## Directions:
With the records below as your source, retype each line exactly from the top down to the line that contains "position:relative; width:2363px; height:1167px;", and include that line.

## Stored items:
═══

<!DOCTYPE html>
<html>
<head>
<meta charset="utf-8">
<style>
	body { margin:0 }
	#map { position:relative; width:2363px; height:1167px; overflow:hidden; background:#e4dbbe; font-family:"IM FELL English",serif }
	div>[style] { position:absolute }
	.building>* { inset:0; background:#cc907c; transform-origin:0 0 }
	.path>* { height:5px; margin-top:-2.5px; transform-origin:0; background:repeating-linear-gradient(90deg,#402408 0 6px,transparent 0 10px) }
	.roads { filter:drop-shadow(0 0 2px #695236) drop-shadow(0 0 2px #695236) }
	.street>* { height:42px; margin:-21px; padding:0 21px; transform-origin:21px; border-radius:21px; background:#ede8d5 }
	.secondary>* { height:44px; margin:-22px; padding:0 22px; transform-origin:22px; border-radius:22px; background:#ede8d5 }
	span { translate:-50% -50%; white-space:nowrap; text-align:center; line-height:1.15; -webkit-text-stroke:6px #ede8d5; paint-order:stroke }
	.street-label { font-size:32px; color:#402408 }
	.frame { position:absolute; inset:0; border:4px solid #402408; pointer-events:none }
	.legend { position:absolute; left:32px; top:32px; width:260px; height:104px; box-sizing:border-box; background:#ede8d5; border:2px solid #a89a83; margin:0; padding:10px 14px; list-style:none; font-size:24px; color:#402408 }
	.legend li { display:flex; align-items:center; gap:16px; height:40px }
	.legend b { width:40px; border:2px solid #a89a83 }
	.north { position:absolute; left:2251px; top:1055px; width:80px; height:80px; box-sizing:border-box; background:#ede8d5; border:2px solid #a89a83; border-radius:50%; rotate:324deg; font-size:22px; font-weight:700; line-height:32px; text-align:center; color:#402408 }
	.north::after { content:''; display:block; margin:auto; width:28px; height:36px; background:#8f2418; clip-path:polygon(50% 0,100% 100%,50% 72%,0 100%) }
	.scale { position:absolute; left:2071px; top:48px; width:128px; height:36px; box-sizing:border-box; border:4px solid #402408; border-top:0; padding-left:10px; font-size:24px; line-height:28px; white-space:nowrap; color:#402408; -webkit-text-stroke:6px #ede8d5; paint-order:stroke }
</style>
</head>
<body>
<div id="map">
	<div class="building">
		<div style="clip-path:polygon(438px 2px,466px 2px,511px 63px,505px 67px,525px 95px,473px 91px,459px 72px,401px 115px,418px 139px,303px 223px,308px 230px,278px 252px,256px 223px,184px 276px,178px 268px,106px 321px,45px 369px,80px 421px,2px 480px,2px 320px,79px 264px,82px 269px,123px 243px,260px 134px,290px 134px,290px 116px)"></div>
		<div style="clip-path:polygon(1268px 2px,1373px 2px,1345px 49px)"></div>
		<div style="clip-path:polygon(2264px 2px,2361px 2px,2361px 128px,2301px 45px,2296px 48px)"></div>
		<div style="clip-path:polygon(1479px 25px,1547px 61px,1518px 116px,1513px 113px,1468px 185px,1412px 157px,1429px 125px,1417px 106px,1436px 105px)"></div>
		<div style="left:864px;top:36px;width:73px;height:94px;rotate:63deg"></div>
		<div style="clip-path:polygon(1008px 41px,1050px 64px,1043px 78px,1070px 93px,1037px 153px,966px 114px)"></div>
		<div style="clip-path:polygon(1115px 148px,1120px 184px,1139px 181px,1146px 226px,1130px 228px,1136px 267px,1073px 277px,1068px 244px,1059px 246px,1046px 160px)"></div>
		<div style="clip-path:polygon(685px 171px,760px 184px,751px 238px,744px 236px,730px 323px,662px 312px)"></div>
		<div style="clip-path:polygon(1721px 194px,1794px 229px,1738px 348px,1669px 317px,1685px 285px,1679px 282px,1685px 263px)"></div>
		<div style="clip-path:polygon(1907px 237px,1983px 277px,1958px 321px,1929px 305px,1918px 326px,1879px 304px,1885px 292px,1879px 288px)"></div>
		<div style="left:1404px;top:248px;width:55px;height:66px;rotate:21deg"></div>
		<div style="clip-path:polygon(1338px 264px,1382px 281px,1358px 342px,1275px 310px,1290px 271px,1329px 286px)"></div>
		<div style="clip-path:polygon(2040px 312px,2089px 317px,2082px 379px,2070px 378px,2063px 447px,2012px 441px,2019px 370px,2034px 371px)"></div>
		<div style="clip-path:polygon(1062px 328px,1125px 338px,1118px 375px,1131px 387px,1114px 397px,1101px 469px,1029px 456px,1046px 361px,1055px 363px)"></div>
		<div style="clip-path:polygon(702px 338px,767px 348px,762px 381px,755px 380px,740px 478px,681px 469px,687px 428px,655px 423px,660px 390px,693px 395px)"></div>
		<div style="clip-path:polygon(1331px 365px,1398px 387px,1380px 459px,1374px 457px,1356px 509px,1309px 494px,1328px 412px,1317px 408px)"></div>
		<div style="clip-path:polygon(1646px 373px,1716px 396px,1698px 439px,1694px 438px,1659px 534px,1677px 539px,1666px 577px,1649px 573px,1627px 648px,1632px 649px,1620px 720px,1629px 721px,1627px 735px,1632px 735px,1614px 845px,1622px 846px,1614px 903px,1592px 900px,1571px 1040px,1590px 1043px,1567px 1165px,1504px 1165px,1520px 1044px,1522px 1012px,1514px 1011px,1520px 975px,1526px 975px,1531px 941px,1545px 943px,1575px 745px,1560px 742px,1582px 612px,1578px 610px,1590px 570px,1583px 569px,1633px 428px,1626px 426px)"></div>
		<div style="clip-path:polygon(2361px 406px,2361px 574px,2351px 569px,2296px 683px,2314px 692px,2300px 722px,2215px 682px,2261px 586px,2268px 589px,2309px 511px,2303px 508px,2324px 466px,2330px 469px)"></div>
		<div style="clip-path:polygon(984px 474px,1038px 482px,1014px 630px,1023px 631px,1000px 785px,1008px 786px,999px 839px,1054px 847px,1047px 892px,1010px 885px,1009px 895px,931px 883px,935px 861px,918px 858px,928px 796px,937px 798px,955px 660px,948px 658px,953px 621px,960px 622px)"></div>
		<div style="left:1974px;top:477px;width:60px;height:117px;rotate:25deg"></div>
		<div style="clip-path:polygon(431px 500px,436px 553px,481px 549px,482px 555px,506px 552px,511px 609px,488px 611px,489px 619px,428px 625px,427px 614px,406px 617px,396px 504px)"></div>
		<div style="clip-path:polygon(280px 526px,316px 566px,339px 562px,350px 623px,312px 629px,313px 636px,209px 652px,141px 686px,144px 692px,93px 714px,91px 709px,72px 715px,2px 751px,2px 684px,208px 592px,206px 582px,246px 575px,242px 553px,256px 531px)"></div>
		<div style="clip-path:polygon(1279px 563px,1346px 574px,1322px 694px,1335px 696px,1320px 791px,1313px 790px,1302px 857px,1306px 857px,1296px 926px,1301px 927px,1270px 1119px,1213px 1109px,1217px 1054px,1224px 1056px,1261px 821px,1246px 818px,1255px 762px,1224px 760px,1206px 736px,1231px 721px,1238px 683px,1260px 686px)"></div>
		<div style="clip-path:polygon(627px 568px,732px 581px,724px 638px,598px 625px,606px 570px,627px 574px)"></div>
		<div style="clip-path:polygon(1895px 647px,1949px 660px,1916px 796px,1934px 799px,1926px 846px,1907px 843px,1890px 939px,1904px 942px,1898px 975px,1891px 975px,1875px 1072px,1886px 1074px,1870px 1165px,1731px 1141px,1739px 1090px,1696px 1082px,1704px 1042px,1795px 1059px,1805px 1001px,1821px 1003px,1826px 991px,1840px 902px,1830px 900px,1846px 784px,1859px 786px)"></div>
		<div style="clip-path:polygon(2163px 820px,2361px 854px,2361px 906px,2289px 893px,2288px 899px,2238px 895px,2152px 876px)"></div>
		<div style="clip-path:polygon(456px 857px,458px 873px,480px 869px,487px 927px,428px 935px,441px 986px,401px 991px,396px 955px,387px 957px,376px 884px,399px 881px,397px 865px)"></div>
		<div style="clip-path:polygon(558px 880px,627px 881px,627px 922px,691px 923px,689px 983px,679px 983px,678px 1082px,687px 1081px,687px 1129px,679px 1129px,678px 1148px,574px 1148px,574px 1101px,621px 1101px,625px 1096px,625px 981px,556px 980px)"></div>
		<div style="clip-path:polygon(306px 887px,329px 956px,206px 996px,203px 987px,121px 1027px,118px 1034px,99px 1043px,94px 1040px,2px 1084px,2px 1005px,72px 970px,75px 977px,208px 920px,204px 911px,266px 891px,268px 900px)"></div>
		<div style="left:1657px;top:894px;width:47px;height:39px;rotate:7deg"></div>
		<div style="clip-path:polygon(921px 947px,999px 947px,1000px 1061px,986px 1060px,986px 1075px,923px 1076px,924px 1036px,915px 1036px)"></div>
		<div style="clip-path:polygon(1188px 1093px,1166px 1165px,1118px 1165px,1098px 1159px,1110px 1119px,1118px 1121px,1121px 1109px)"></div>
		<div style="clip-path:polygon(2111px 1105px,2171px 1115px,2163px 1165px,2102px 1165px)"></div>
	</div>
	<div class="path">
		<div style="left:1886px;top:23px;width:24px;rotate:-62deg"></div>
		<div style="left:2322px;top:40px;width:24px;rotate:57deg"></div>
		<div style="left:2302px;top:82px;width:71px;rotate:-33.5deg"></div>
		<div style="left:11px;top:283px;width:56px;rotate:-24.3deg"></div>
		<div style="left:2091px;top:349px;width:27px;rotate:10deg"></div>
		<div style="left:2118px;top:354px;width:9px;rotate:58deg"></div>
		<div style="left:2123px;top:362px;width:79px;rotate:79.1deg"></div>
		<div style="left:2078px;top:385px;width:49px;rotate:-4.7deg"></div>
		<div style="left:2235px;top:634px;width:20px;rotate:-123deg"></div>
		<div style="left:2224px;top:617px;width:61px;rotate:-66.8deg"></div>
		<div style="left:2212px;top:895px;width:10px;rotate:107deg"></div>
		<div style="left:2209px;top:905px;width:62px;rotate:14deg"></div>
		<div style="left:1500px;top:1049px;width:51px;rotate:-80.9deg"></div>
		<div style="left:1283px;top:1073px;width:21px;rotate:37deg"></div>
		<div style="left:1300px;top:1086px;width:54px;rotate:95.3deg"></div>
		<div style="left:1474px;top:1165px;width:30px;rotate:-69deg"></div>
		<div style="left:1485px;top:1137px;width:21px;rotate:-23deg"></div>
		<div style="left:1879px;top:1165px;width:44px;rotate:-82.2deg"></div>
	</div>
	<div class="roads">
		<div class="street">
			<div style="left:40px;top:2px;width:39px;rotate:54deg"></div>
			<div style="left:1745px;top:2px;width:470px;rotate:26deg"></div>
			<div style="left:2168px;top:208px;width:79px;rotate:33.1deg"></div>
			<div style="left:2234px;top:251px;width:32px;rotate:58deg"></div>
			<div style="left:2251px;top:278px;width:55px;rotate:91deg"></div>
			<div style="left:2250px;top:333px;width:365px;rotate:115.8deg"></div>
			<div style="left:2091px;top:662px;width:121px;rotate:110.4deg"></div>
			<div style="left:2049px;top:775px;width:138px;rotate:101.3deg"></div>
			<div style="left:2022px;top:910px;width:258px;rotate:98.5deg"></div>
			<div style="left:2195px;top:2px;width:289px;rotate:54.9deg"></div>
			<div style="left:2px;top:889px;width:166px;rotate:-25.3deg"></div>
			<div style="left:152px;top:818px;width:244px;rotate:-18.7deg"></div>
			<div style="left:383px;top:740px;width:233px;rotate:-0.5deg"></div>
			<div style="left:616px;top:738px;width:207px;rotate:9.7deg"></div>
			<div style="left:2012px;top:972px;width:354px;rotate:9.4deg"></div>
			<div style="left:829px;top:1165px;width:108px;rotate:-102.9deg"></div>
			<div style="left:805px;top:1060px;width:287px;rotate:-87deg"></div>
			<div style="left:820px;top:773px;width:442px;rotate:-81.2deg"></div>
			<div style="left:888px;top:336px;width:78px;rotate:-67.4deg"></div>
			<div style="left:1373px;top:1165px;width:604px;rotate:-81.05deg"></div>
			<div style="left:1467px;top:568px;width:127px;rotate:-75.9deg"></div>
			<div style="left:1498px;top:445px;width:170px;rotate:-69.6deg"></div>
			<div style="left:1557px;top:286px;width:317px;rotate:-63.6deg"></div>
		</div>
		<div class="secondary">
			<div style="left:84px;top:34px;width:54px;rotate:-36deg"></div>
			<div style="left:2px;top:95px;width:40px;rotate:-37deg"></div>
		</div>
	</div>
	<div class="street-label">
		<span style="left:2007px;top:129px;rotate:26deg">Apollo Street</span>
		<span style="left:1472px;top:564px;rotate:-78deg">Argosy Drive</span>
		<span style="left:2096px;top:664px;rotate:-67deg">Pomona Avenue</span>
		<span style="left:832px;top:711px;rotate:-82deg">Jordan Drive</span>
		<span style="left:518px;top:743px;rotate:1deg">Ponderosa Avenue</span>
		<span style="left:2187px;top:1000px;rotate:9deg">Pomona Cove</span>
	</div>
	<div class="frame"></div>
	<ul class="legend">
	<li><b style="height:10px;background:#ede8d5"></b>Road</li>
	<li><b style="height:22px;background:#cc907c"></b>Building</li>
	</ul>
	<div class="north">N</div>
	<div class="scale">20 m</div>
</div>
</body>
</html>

═══

## Answer space:
<!DOCTYPE html>
<html>
<head>
<meta charset="utf-8">
<style>
	body { margin:0 }
	#map { position:relative; width:2363px; height:1167px; overflow:hidden; background:#e4dbbe; font-family:"IM FELL English",serif }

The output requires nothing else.